What the scheme set out to do

The PLI Bulk Drugs scheme committed roughly ₹6,940 crore to incentivise domestic manufacturing of 41 critical Key Starting Materials (KSMs), drug intermediates and APIs that India had become heavily import-dependent on — largely from China. The instrument was a per-kilogram incentive over six years, conditional on capacity utilisation, export milestones and product-specific minimum thresholds. The strategic objective was supply security, not just industrial subsidy.

What worked

Three things worked materially. One — the scheme catalysed real capacity build. Across the awardee list, well over USD 2 billion in new manufacturing capacity has been committed and significant portions commissioned. That capacity exists. It is producing. It is reducing import dependence on the targeted molecules in a measurable way.

Two — the scheme forced operating discipline. The PLI framework requires audit-grade capacity utilisation tracking, export documentation and product-quality verification. Awardees who took the framework seriously came out of the cycle with much better operating systems. Several smaller awardees told me privately that the PLI framework was harder than any customer audit they had previously faced — and that the resulting discipline was its own asset.

Three — the scheme sent a credible signal to global customers that India was serious about supply-chain capability. The China-plus-one shift accelerated meaningfully in the period after PLI announcement, partly because customers could point to documented Indian capacity expansions when justifying supplier diversification internally.

What did not work as well

Three honest critiques. One — the molecule selection was anchored in 2019-2020 import-dependence data. By the time disbursements began, the global pharmaceutical pipeline had moved on; some of the targeted KSMs are now of declining commercial importance, while several genuinely strategic newer molecules sit outside the scheme.

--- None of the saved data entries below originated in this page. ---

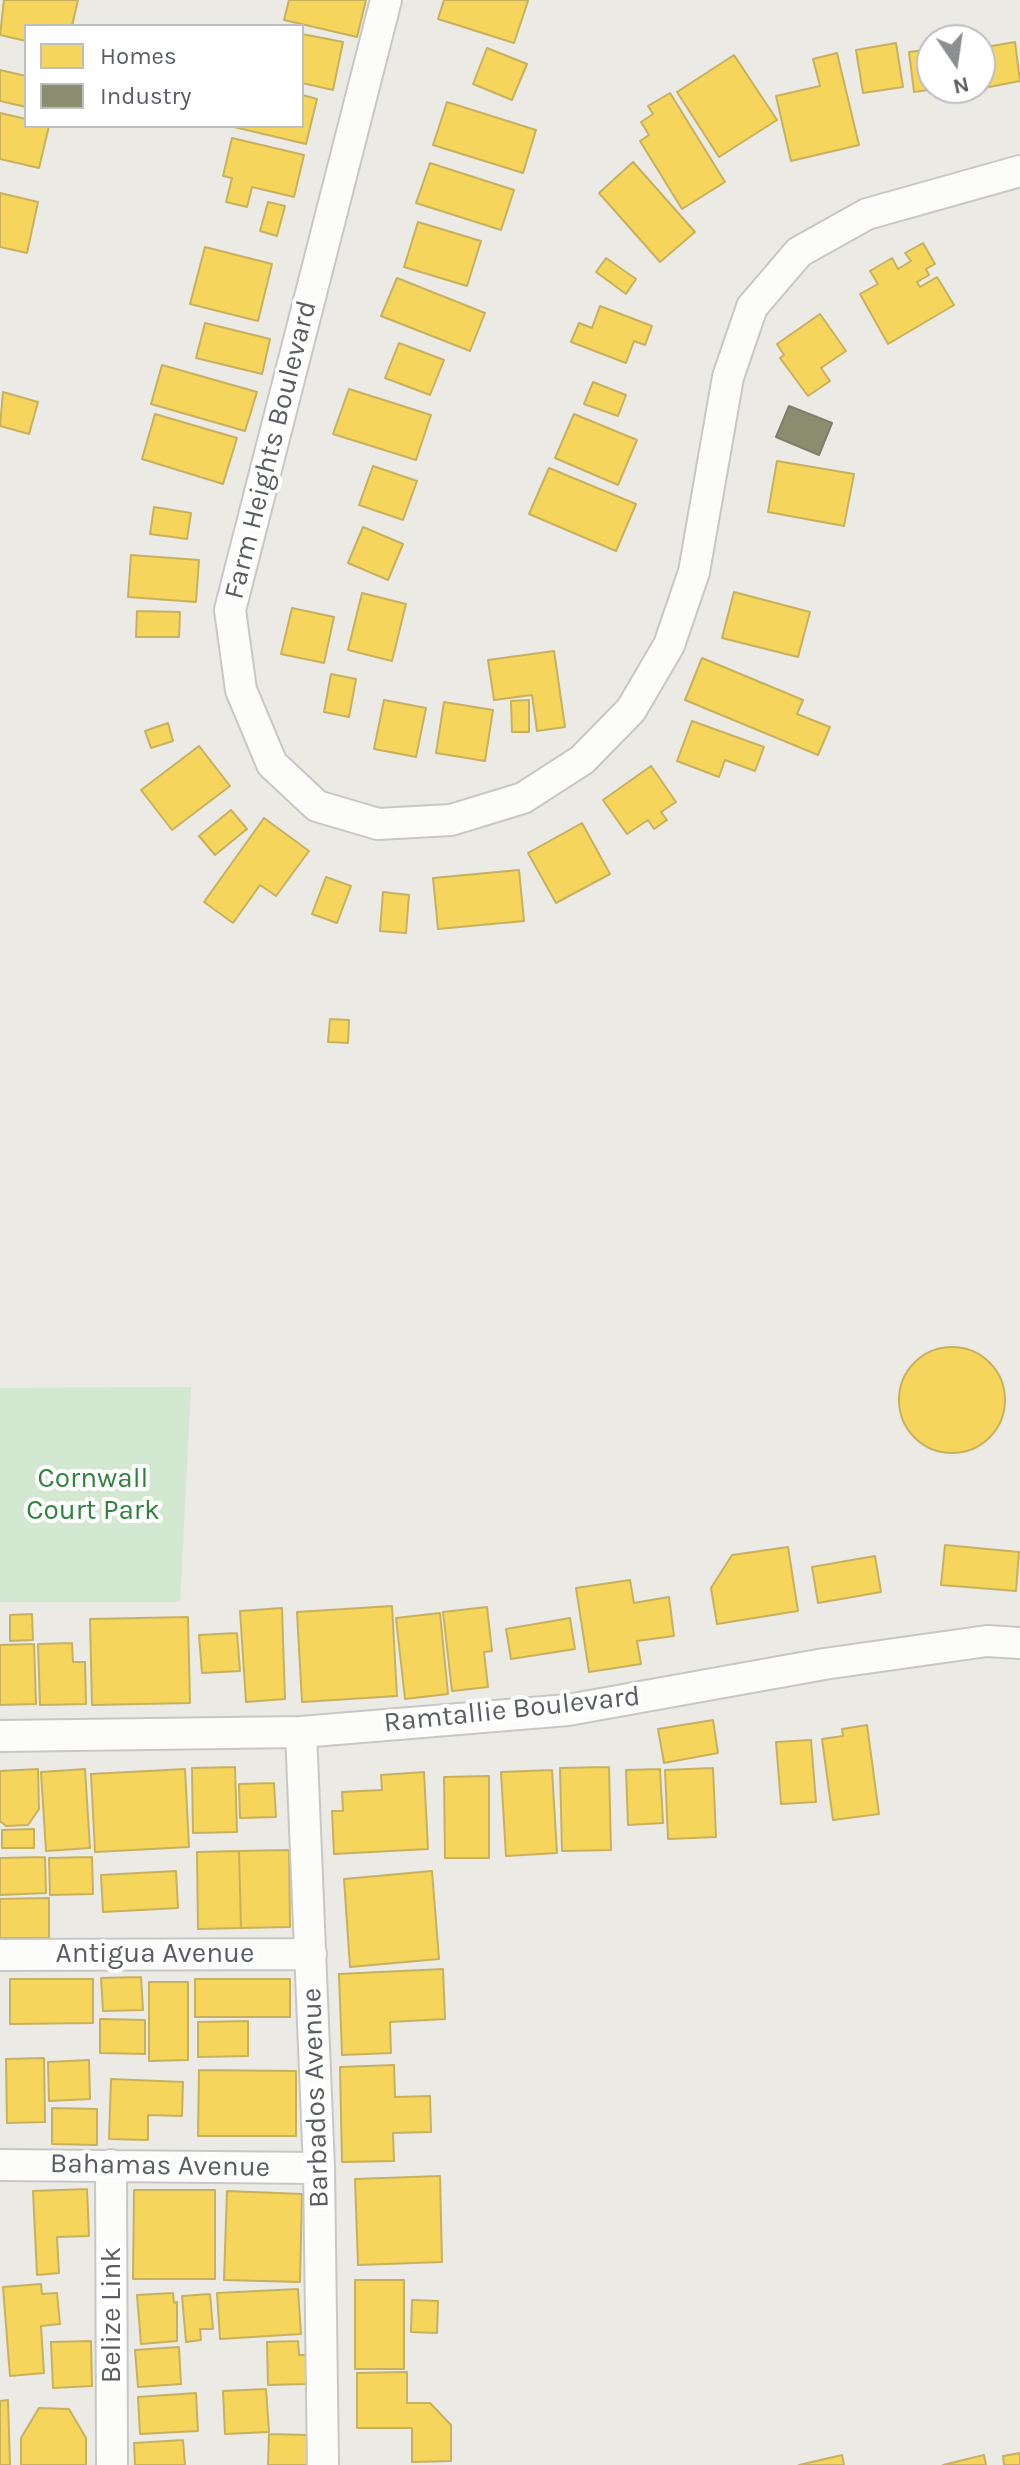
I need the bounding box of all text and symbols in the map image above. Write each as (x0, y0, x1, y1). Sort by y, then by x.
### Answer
legend (24, 24, 304, 128)
north arrow (916, 24, 996, 104)
text: Homes (100, 42, 177, 70)
text: N (950, 71, 972, 100)
text: Industry (100, 82, 191, 110)
street label: Farm Heights Boulevard (218, 297, 324, 603)
park label: Cornwall Court Park (26, 1462, 160, 1528)
street label: Ramtallie Boulevard (382, 1680, 642, 1740)
street label: Antigua Avenue (56, 1937, 254, 1971)
street label: Barbados Avenue (295, 1987, 337, 2209)
street label: Bahamas Avenue (50, 2147, 270, 2185)
street label: Belize Link (95, 2247, 129, 2383)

Two — the scheme heavily favoured large producers. The minimum capacity thresholds, capital commitment requirements and bureaucratic documentation burden made participation prohibitive for SMEs in the ₹50-300 crore turnover band — exactly the band where India's competitive flexibility lives. Several mid-sized specialists who could have built world-class capacity in niche segments did not bid because the structure did not fit their economics.

Three — implementation timelines slipped meaningfully against original commitments, partly due to environmental clearance backlogs and partly due to the complexity of multi-step API capacity build. The scheme's intended output by 2026 will, realistically, be delivered closer to 2028.

What PLI 2.0 needs to do differently

Five operating-level recommendations from inside the sector. One — refresh the molecule list to reflect current and emerging import dependencies, not the 2019 snapshot. Two — introduce a smaller-capacity tier (capex thresholds of ₹50-150 crore) so mid-sized regulated-API specialists can participate without restructuring their entire balance sheet. Three — extend the scheme explicitly to complex generics — peptides, controlled-release intermediates, sterile injectables, contrast media — where Indian capability is genuinely competitive globally. Four — fold environmental compliance investment (effluent treatment, solvent recovery, emissions controls) into the qualifying capex base. Five — shorten the disbursement cycle so manufacturers don't carry the working-capital cost of unfunded incentives for years.

What this means for the next decade

PLI was not a perfect instrument. Few first-generation industrial policies are. What matters is that it established the political and operating consensus that Indian pharmaceutical manufacturing capacity is a strategic asset worth subsidising — and it normalised audit-grade capacity reporting across a much wider base of Indian manufacturers than existed before.

Whether or not a formal PLI 2.0 arrives, the next decade of Indian pharma will be defined by manufacturers who absorbed the operating discipline the first scheme demanded. Laksh's plant in Anand was not in PLI's first wave, but our QC infrastructure, capacity tracking systems and customer-audit posture are markedly better today than they would have been without the broader industry shift the scheme catalysed.

Government policy creates context. Operating discipline creates outcomes. Both matter; neither replaces the other. The Indian manufacturers who will define the next decade are the ones who treated PLI as a forcing function for the operating bar they would have had to clear anyway — and who are now ready for whatever the next policy instrument turns out to be.